The Dodd-Frank financial reform law, which passed Congress in 2010, authorized the creation of the Consumer Finance Protection Bureau, and now the CFPB wants to regulate the banks that make consumer loans, the dealers that refer them, and the service providers that broker them.
The CFPB has been tasked by the Dodd-Frank law with, among other things, enforcing the Equal Credit Opportunity Act, which prohibits lending practices that discriminate against borrowers based on criteria such as gender or ethnicity.
The Marine Retailers Association of the Americas worked closely with the National Automobile Dealers Association and Robert Fisher, a New York City lawyer, to exempt marine, RV, and auto dealers from the jurisdiction of the CFPB when the Dodd-Frank legislation was in the House-Senate conference.
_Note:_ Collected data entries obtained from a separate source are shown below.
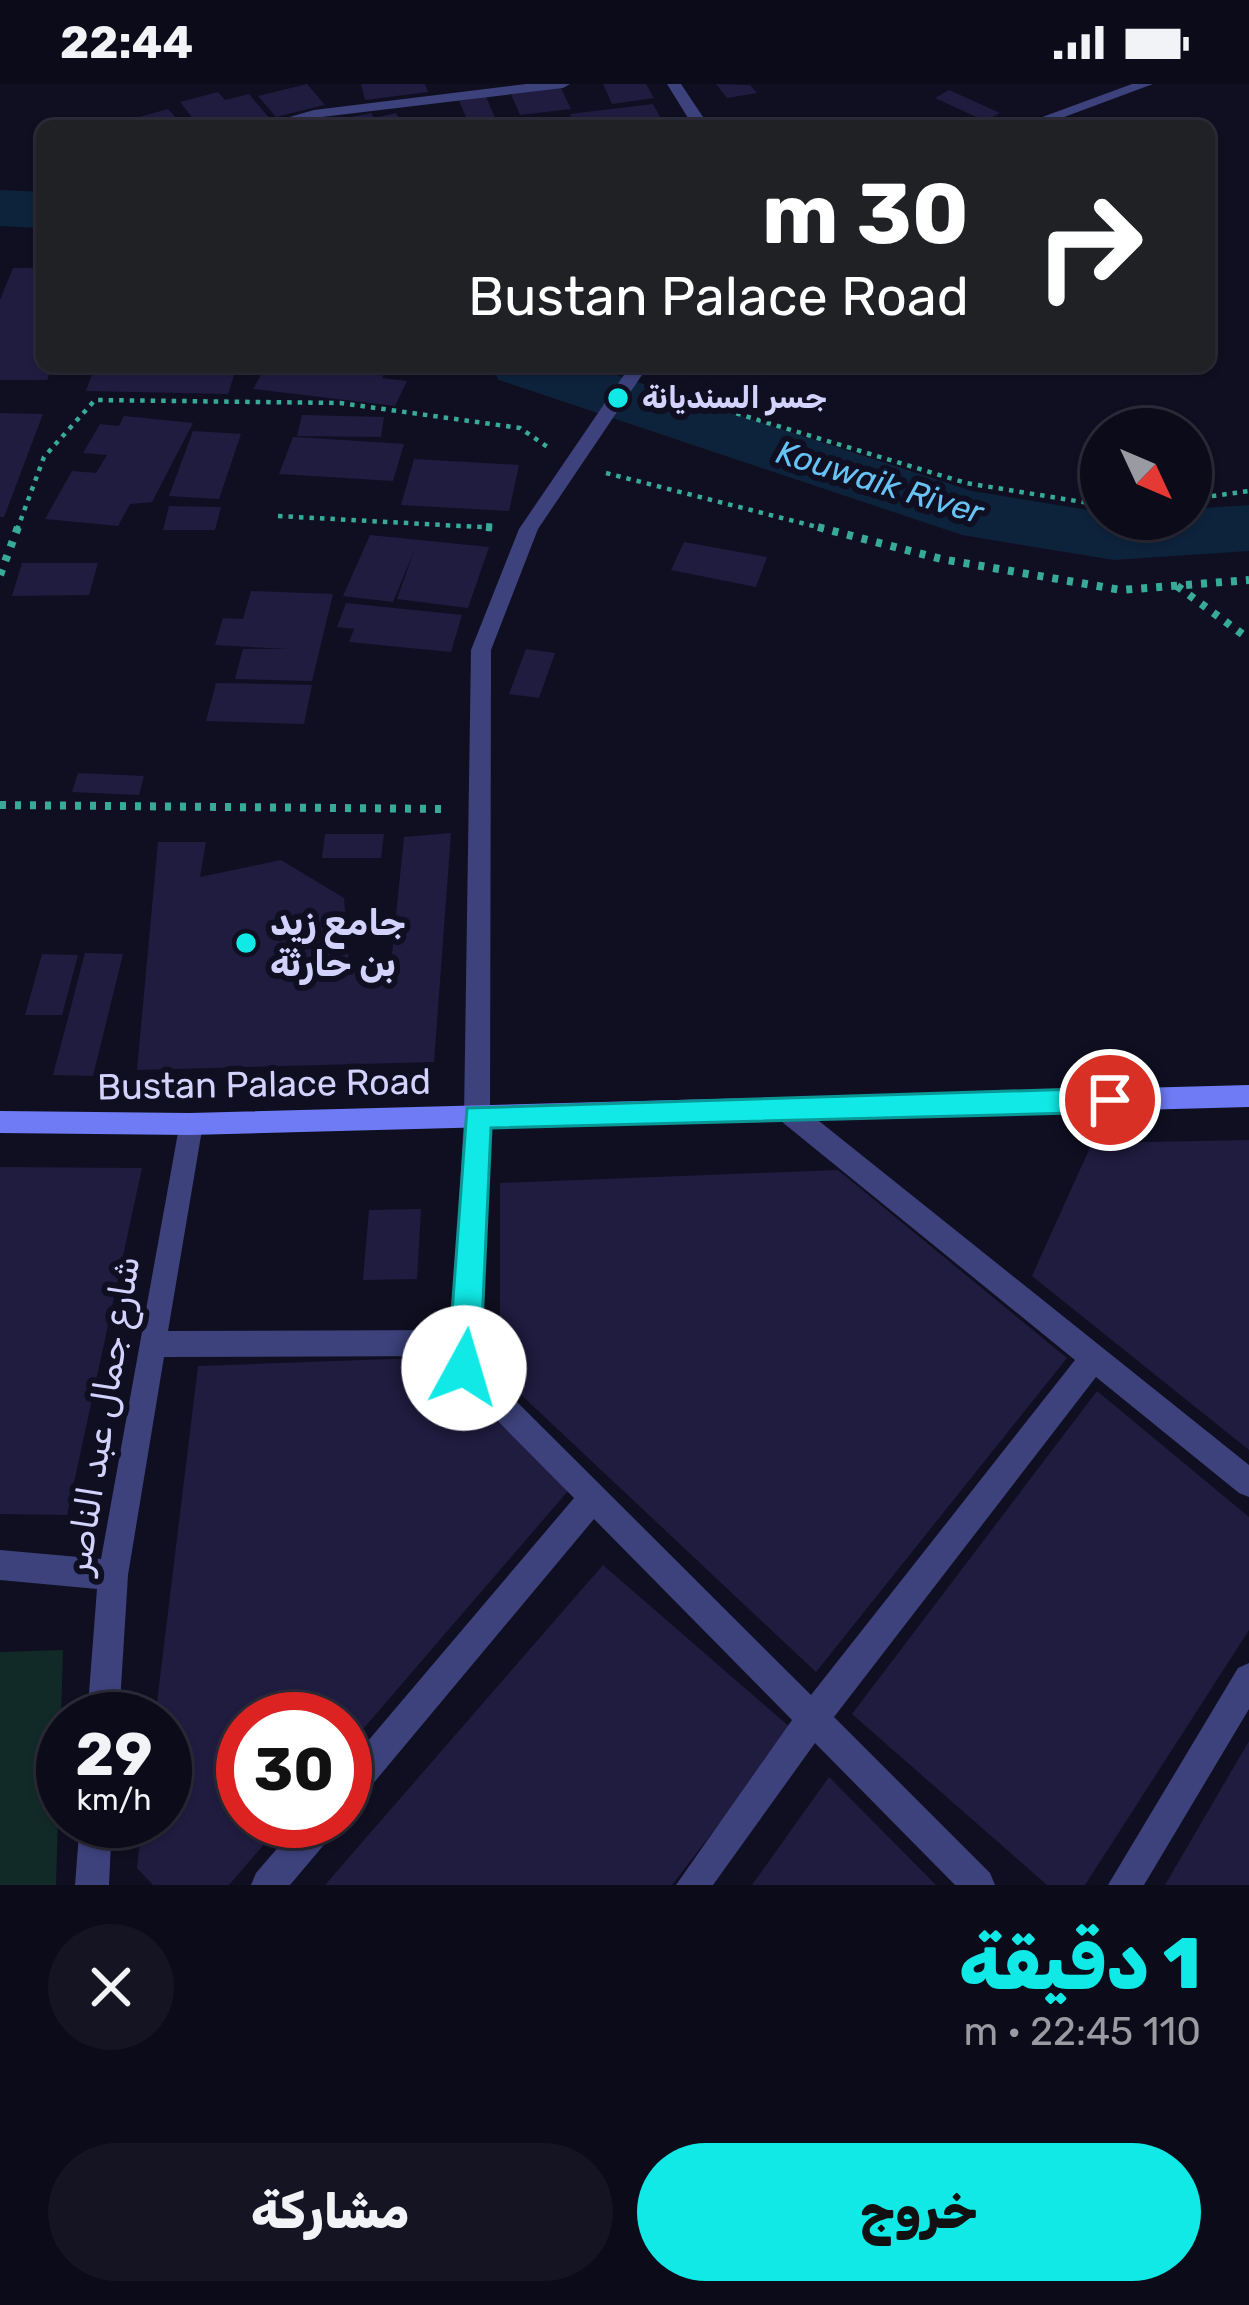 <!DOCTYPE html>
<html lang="ar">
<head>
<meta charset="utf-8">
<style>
  :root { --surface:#0c0b19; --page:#151422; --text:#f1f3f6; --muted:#9a9ba2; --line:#2c2b38; --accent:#10e9e6 }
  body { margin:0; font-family:Rubik,"Noto Sans Arabic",sans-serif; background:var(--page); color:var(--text); direction:rtl; height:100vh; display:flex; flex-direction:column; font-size:45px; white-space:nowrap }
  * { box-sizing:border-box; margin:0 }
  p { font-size:39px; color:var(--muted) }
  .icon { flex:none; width:66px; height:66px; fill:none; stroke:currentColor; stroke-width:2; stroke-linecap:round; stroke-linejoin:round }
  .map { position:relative; height:1801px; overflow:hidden; direction:ltr }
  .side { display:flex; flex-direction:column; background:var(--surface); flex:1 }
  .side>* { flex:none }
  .banner { position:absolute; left:36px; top:36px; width:1179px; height:252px; border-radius:18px; box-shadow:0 3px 9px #0004,0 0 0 3px var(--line); direction:rtl; background:#202124; color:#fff; overflow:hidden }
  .needle { width:78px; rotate:134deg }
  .tools { position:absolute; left:1080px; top:324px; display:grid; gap:24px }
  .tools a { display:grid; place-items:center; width:132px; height:132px; border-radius:50%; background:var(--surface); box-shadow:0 3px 9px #0004,0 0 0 3px var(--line); font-size:60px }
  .speed { position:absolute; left:36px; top:1608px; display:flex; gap:24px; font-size:60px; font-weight:700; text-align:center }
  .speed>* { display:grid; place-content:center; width:156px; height:156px; border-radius:50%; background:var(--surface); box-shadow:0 3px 9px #0004,0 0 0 3px var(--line); line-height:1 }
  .speed small { font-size:30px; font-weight:400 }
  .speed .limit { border:18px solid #d22; background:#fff; color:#111 }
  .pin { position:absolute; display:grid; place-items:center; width:102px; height:102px; color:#fff; margin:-51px; border:6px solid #fff; border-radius:50%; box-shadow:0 3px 12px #0007 }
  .me { position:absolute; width:132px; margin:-66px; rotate:6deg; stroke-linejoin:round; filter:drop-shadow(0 0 9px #0008) }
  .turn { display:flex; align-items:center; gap:42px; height:252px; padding:0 48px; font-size:54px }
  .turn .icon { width:156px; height:156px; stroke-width:2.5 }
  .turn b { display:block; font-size:84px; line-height:102px }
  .round { display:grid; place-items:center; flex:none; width:126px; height:126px; border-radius:63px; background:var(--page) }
  .head { display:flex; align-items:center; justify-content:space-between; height:204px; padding:0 48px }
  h1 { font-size:72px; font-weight:800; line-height:90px; color:var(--accent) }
  .button { display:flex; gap:24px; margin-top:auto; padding:24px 48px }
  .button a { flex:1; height:138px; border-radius:72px; background:var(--accent); color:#111; font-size:48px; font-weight:800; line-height:138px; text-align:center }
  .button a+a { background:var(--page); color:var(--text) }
  .status { display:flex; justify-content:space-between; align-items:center; height:84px; padding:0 60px; background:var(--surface); direction:ltr }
  .status svg { height:33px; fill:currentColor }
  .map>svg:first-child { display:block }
</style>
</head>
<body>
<div class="status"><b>22:44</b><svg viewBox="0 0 49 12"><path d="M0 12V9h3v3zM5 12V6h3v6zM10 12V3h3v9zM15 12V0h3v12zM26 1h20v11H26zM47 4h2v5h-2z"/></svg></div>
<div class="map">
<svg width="1249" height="1801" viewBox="0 0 1249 1801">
  <rect width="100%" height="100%" fill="#100f21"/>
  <path fill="#122a27" d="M 63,1566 L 56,1801 L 0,1801 L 0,1568 Z"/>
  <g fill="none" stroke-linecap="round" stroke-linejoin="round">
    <path fill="#0d233c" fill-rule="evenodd" d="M 0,106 L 42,108 L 42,144 L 0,142 Z
      M 489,282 L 588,282 L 972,407 L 1101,428 L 1101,435 L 1191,435 L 1191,425 L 1249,421 L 1249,467 L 1114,476 L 962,451 L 499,296 Z"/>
  </g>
  <path fill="#1f1c40" d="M 307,0 L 325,21 L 276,33 L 258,12 Z
    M 361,0 L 425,0 L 428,8 L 365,16 Z
    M 603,0 L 646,0 L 654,14 L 612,20 Z
    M 716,0 L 750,1 L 757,9 L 727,14 Z
    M 560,2 L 571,25 L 520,31 L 510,8 Z
    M 949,6 L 1000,29 L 985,37 L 935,14 Z
    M 218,8 L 225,16 L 249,10 L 271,36 L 199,42 L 180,18 Z
    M 486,13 L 496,36 L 469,40 L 459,17 Z
    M 653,20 L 665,42 L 575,42 L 570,30 Z
    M 168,25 L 177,35 L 149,42 L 107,42 Z
    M 371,29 L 374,34 L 396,29 L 405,42 L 334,42 L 331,37 Z
    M 13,184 L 42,184 L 42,282 L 53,282 L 47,296 L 0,296 L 0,216 Z
    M 95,282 L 237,282 L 228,310 L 86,307 Z
    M 266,282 L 388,282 L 382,294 L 407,297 L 395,322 L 253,305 Z
    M 0,329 L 43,330 L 4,433 L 0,433 Z
    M 302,331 L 384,333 L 381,353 L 297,352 Z
    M 124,332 L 193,339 L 152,418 L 130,420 L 118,442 L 45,435 L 72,387 L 96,389 L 107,371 L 83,369 L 100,340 L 119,342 Z
    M 193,347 L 241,350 L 219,415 L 169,412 Z
    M 293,353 L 296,353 L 404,360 L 393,397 L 279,390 Z
    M 414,375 L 519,381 L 509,427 L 401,421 Z
    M 169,422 L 221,423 L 215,446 L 163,446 Z
    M 370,451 L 489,463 L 468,524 L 397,515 L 414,467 L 393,518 L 343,512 Z
    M 684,458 L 767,473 L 756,503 L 671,486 Z
    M 22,479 L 98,479 L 89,511 L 12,512 Z
    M 251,507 L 333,510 L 312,597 L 235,595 L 243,565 L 288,565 L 215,561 L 223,534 L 243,535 Z
    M 346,519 L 462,531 L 451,568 L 349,558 L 354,545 L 337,543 Z
    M 526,565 L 555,569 L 539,614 L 509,610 Z
    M 216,599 L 312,601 L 304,640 L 206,637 Z
    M 78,689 L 144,692 L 139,711 L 72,708 Z
    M 451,749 L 434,978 L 137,986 L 158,758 L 206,758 L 200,793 L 281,776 L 344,814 L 349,881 L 391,880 L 404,753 Z
    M 325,750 L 384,750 L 381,774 L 322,774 Z
    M 85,869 L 123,870 L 93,992 L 53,991 Z
    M 42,870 L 78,871 L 62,931 L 25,931 Z
    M 1249,1056 L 1249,1366 L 1032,1192 L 1092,1059 Z
    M 0,1083 L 142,1084 L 67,1431 L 0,1430 Z
    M 838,1086 L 1067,1274 L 816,1588 L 500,1291 L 500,1099 Z
    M 421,1125 L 417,1195 L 363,1196 L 369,1126 Z
    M 418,1274 L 574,1400 L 345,1666 L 345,1635 L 243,1635 L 243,1737 L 284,1737 L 229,1801 L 153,1801 L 137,1784 L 142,1737 L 165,1737 L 165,1635 L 155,1635 L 198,1282 Z
    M 1097,1307 L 1249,1433 L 1249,1546 L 1085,1801 L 1047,1801 L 852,1630 Z
    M 603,1481 L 792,1645 L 672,1801 L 325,1801 Z
    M 1249,1657 L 1249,1801 L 1165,1801 Z
    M 829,1693 L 936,1801 L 752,1801 Z"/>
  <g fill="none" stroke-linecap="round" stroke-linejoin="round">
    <path stroke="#37ab97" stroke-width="4.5" stroke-dasharray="4.5 6" stroke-linecap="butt" d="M 656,305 L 966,399 L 1101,421
      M 606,389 L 829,446
      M 1191,415 L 1249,407
      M 278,432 L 498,444
      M 17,446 L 44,373 L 95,316 L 340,319 L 520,344 L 549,364"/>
    <path stroke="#37ab97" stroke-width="8" stroke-dasharray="6 9" stroke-linecap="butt" d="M 486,443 L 498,444
      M 818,443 L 941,475 L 1121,506 L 1249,496
      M 0,491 L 18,443
      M 1177,502 L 1249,555
      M 0,721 L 448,725"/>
    <path fill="#3d427c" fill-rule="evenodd" d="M 526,0 L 570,0 L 563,4 L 322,33 L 325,42 L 309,42 L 308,36 L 284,42 L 258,42 L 314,26 Z
      M 667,0 L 681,0 L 709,42 L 693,42 Z
      M 1132,0 L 1153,0 L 1040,42 L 1018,42 Z
      M 630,282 L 648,282 L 538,445 L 491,566 L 490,1033 L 480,1252 L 483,1259 L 478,1279 L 811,1611 L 1075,1276 L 776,1033 L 772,1025 L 776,1017 L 785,1014 L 794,1017 L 1249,1381 L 1249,1413 L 1239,1409 L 1096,1293 L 834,1633 L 990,1789 L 995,1801 L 955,1801 L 815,1659 L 713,1801 L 676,1801 L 792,1636 L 594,1435 L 356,1720 L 345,1725 L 345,1684 L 574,1414 L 454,1293 L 451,1272 L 164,1273 L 128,1491 L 119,1635 L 87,1635 L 97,1505 L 0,1496 L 0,1466 L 101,1475 L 181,1032 L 190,1029 L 199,1032 L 203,1040 L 168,1247 L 452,1246 L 464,1033 L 471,566 L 519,445 Z
      M 1249,1579 L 1249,1625 L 1144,1801 L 1108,1801 L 1238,1584 Z
      M 80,1737 L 112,1737 L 109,1801 L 75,1801 Z
      M 301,1737 L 338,1737 L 334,1749 L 290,1801 L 251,1801 L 256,1789 Z"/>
    <path fill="#6f7bf5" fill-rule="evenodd" d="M 1249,1001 L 1249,1023 L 190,1051 L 0,1049 L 0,1027 L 190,1029 Z"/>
  </g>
  <path fill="#10e9e6" stroke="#0a9796" stroke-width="3" d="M 1110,1004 L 1124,1016 L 1110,1028 L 491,1044 L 480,1284 L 475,1294 L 464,1299 L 453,1294 L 448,1284 L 467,1024 Z"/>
  <g fill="#10e9e6" stroke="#100f21" stroke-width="4.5">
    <circle cx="618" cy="314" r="12"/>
    <circle cx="246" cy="859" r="12"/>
  </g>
  <g text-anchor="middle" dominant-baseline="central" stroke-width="12" stroke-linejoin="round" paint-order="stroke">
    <g font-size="30" font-weight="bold" fill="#d2d2fc" stroke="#100f21" text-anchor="start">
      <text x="642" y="314">جسر السنديانة</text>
    </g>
    <g font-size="33" font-style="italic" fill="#67c3f4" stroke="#100f21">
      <text transform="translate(880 398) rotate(17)">Kouwaik River</text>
    </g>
    <g font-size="36" font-weight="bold" fill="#d2d2fc" stroke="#100f21" text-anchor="start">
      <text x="270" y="838">جامع زيد<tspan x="270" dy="41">بن حارثة</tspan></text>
    </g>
    <g font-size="36" fill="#d2d2fc" stroke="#100f21">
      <text transform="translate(264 1000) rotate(-1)">Bustan Palace Road</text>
      <text transform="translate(102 1331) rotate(-81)">شارع جمال عبد الناصر</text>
    </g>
  </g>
</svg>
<div class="tools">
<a><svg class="needle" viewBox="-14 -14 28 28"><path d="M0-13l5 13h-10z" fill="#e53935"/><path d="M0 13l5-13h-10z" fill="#9a9ba2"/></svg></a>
</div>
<div class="speed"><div>29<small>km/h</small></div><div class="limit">30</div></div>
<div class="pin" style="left:1110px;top:1016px;background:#d93025"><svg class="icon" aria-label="arrive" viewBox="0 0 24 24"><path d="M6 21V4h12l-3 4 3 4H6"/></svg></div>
<svg class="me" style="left:464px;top:1284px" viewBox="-20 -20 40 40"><circle r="19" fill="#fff"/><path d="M0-13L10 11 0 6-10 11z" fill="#10e9e6"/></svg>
<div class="banner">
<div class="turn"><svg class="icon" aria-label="right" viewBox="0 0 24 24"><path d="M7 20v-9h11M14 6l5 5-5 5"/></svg><div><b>30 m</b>Bustan Palace Road</div></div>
</div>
</div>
<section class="side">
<div class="head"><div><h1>1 دقيقة</h1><p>110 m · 22:45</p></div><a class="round"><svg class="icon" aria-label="close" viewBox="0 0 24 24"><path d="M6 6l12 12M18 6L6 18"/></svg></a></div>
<div class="button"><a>خروج</a><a>مشاركة</a></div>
</section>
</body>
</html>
The Bureau has since been lobbying Congress asking why it allowed this exemption. The Bureau clearly wants to further regulate boat dealers in the same way as it does when it regulates financial institutions. When asked during the lobby campaign, Rep. Frank (D-MA) said there was no intent to include dealers because dealers were not the cause of the financial meltdown in 2008.
MRAA understands some lending institutions have already told dealers that the Bureau can enforce fair lending laws to prohibit intentional and unintentional lending discrimination. Banks now suggest that they want to pass the additional compliance costs on to the consumer through higher interest rates or by placing limits on their financing programs. These additional costs would be charged because the CFPB believes there is discrimination in the lending process. That is the angle it appears to be using to regulate dealers, since dealers are clearly exempt from regulatory compliance under Dodd-Frank.
Banks may also look at other changes to consumer financing by either exiting the indirect marine lending business in favor of a direct-to-consumer model.
MRAA is closely watching these developments and is working to retain the dealer exemption to reduce the cost of compliance to Dodd-Frank but also wants to retain direct and indirect financing models at low competitive rates to encourage boat sales.
It is becoming clear that the CFPB wants to eliminate the indirect dealer/broker participation programs and regulate dealers by making indirect financing models cumbersome and costly for consumers, dealers, and banks or by placing banks in the position of overseeing the actions of dealers.
The entire issue has become more complicated by a recent Obama Administration executive order that says agencies cannot discuss rules and regulations with interested parties or groups that may be impacted by a rule during the drafting stage and not until a rule has been published in the Federal Register.